Once the problem is properly defined, researchers can look at corrective action. Even if they can’t cure the symptom — if hot flashes are to women what baldness is to men — maybe we can get something out of it. With half the Boomer cohort undergoing temperature swings totalling trillions of degree-minutes annually, why not generate electricity from the resulting mini thermal gradients? It’s an emission-free and only-too-renewable source of power. And its safety? Well, just don’t stand too close to the generator in the sun dress on the corner, and you’ll be fine.

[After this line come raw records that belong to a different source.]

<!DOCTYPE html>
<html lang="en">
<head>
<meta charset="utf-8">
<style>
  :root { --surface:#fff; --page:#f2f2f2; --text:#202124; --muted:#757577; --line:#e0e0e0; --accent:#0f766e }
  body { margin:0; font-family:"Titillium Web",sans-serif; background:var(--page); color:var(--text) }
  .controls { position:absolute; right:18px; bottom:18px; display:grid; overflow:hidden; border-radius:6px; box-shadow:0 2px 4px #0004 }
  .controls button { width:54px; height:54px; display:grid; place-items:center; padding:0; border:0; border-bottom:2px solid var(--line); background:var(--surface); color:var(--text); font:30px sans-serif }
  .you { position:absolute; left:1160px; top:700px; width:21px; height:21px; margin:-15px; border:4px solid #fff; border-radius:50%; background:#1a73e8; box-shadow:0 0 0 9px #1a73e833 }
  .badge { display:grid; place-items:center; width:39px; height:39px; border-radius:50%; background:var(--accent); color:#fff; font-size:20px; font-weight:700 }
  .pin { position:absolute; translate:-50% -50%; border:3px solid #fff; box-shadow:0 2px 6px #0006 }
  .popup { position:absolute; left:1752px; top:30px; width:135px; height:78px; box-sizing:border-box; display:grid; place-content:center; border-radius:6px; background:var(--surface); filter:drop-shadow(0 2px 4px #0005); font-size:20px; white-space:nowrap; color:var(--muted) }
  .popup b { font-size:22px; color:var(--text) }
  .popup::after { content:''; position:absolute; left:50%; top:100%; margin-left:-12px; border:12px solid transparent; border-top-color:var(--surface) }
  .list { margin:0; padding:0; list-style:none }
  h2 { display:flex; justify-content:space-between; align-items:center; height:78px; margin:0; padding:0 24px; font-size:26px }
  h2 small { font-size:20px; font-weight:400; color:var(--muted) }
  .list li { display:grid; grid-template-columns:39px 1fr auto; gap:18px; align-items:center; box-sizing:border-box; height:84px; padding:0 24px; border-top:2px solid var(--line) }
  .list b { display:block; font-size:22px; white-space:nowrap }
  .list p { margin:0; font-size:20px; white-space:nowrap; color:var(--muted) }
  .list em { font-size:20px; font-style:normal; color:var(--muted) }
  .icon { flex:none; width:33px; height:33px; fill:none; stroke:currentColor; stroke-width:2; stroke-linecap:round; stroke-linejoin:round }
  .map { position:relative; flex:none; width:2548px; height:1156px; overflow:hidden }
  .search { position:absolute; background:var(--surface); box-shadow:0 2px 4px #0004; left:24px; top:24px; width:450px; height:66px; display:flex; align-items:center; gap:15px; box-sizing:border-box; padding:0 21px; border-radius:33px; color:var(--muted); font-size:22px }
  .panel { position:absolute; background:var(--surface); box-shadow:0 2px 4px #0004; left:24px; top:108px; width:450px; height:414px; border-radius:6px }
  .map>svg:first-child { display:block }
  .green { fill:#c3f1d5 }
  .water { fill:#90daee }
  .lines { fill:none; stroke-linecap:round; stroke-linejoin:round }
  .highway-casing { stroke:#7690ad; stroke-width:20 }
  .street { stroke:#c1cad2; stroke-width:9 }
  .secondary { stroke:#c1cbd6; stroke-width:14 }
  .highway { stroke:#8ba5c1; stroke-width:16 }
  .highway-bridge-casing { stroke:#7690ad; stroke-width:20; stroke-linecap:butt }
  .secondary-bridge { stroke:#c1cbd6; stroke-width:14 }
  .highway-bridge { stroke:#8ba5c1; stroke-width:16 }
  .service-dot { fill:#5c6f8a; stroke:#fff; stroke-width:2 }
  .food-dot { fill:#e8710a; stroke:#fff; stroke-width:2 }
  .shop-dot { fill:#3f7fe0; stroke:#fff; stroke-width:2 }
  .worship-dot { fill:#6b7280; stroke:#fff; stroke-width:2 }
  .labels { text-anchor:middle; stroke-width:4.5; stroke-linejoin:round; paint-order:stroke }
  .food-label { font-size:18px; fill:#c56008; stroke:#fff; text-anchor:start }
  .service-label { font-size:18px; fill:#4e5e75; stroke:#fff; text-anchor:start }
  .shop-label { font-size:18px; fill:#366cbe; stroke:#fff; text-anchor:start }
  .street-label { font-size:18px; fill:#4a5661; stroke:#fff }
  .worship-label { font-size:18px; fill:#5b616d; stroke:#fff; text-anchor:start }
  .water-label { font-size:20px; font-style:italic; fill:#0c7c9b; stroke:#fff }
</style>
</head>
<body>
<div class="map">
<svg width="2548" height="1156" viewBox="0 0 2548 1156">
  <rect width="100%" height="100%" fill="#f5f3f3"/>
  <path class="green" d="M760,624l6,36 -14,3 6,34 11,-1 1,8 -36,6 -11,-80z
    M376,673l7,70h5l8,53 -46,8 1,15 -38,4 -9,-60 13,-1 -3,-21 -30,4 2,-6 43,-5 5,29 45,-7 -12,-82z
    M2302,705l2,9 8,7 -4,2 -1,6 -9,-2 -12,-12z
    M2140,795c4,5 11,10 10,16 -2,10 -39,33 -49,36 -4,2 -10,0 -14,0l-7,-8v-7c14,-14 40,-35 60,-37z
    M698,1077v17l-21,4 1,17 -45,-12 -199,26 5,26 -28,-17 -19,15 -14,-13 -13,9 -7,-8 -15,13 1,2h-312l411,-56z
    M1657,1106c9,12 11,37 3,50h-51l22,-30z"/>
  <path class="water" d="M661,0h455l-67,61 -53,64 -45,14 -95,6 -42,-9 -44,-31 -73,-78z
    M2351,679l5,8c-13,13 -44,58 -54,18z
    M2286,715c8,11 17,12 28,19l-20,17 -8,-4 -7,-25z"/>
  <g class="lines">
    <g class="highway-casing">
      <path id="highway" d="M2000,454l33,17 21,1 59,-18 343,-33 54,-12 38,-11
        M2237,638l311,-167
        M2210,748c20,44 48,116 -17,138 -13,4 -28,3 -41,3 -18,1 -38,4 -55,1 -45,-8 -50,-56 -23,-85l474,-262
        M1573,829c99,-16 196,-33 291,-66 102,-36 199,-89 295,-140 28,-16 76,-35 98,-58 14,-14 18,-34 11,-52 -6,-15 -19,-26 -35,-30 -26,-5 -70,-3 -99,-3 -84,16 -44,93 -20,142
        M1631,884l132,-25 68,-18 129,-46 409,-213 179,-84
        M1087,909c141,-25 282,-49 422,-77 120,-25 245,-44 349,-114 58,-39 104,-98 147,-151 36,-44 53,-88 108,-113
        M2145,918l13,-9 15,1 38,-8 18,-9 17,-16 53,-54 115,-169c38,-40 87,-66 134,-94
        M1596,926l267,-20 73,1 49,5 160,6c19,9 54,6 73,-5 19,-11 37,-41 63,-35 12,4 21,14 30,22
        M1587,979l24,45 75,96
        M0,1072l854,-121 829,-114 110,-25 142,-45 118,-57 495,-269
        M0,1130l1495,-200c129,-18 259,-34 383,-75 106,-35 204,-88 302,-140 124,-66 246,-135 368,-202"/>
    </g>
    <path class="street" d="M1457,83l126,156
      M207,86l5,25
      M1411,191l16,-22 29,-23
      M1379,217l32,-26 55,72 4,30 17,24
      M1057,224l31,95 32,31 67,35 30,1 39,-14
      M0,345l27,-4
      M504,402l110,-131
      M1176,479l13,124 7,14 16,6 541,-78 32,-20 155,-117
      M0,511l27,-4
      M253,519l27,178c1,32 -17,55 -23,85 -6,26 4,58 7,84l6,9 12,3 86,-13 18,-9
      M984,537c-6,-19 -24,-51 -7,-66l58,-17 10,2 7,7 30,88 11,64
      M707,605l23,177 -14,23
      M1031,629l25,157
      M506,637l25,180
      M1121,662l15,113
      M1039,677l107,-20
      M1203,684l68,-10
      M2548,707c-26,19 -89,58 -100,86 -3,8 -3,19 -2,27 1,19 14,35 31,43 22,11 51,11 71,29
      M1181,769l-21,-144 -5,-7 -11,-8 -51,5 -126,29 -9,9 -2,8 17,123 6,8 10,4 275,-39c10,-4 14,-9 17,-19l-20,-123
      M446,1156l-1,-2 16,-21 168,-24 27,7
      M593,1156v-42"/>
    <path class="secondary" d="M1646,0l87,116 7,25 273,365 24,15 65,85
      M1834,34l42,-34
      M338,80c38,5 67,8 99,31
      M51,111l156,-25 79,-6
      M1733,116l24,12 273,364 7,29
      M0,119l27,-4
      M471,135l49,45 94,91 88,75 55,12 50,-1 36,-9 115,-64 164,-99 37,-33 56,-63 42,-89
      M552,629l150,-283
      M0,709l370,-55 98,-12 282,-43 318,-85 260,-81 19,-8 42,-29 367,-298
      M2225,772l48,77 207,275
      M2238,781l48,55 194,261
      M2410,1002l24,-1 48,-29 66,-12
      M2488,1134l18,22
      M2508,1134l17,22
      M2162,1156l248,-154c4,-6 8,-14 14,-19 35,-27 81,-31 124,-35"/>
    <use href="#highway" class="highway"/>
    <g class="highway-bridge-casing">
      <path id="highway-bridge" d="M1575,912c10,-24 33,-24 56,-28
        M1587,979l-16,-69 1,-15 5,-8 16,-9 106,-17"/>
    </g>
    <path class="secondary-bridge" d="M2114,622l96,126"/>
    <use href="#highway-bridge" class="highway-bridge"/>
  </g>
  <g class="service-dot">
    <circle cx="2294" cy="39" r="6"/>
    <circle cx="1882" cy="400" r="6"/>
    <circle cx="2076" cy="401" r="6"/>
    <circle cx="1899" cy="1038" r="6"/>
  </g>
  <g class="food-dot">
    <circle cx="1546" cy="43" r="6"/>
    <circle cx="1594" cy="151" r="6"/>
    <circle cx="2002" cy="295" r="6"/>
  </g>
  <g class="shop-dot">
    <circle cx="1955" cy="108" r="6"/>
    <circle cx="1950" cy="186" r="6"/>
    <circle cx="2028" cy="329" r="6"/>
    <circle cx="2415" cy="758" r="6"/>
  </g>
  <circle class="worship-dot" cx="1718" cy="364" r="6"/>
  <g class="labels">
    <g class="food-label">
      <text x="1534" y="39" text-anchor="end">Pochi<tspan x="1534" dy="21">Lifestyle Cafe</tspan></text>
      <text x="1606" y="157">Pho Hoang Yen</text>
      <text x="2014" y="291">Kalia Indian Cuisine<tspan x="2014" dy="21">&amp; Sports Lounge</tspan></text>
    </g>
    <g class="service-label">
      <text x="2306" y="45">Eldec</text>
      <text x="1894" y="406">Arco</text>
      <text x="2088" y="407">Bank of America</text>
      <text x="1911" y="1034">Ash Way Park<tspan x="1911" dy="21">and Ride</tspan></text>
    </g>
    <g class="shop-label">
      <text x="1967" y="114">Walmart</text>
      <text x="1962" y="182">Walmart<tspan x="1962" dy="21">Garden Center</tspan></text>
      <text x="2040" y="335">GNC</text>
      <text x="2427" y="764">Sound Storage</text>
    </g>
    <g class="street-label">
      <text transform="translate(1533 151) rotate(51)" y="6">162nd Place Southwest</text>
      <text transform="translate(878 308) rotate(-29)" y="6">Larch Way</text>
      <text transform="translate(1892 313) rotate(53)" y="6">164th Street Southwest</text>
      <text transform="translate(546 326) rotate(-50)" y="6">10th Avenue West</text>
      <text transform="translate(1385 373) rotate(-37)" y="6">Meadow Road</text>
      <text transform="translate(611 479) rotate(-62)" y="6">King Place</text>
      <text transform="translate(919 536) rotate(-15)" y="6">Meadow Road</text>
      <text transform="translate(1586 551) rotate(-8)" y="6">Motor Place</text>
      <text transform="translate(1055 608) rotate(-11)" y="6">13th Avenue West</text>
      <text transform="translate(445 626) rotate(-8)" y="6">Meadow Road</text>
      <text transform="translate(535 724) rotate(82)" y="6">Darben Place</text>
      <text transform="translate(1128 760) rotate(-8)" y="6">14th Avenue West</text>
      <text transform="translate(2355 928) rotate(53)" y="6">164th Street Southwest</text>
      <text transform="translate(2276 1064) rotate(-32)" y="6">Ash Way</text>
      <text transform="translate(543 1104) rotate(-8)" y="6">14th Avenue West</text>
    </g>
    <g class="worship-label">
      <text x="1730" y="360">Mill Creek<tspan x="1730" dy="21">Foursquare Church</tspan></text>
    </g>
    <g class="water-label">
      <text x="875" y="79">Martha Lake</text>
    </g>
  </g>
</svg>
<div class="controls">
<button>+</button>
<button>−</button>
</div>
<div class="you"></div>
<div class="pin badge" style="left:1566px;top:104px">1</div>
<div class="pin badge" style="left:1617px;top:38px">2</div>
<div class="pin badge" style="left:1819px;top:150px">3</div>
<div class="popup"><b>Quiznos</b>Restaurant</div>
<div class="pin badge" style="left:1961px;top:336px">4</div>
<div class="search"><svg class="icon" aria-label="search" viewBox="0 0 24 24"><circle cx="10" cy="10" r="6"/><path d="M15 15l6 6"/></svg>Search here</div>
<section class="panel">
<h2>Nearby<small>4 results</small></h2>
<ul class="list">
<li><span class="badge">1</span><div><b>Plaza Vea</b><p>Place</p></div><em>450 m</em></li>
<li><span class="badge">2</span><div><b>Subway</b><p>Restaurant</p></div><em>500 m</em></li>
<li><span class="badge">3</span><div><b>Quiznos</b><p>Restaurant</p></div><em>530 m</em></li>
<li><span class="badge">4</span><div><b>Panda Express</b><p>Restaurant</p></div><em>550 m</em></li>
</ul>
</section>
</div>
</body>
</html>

Thanks for exposing this issue at last! I said exactly this five years ago (well, not as eloquently, but still), and do you think ANYONE listened to me??? No. We could have solved the renwable energy crisis by now and gone on to production of packable warmth for campers, the deployment of flash mobs to provide heat to citizens facing sudden unseasonably chilly weather events, and initiated many other small business enterprises, thus solving the unemployment crisis as well. Win-win. BTW your estimates of degree-minutes are, in my experience, not just conservative but downright Tea Party-esque, and the claim that “things will get better” is a canard!
I like the idea of portable heat sources – maybe there’s a business opportunity here. As someone I live with is fond of saying (usually when I’m complaining about something), Nothing is all good or all bad.
I’m thinking a good ole Canadian beer can get us through this. I believe it also soothes male pattern baldness.
Oddly enough, alcohol in its many forms is one of the few remedies that doesn’t get much air time. You’d think a Black Russian would be as good as black cohosh… not to mention more readily accessible.
Oh so true!! As a late bloomer, not starting these lovely internal saunas until 57, I completely love your take. With 80 year old ladies telling me that they are still prone to the occasional flash, and my own mother saying “I don’t know what your problem is, I didn’t have any problem. Just suck it up.” Having tried every potion, strategy and still sleeping like a baby, awake every 2 hours, after 6 years have just decided to go with the flow. Clothes on and off, a beautiful hand fan at the ready and retired my job so I am working only when I choose to. So far so good, but it would be nice to add to a power grid to get some return from all this power.
Thanks for your take Isabel. I have forwarded it to all those Hot Mamas out there.
A good reminder that sympathy is trumped by empathy – and it can be hard to have the one without the other. Lacking shared experience, a reasonable strategy is to take others’ reports of their afflictions at face value.
Dear Isabel,
Perhaps this will cheer to up and make you think of the cooool Arctic.
http://www.youtube.com/watch?v=4K3MXY5ITxQ&feature=player_embedded
Hysterical! Thanks kindly.
The little gmail ad banner above your e-mail announcing this week’s topic was, “ADT Heat Sensors – Temperature Monitoring and Alerts!”. No, it’s OK, we are already on high alert.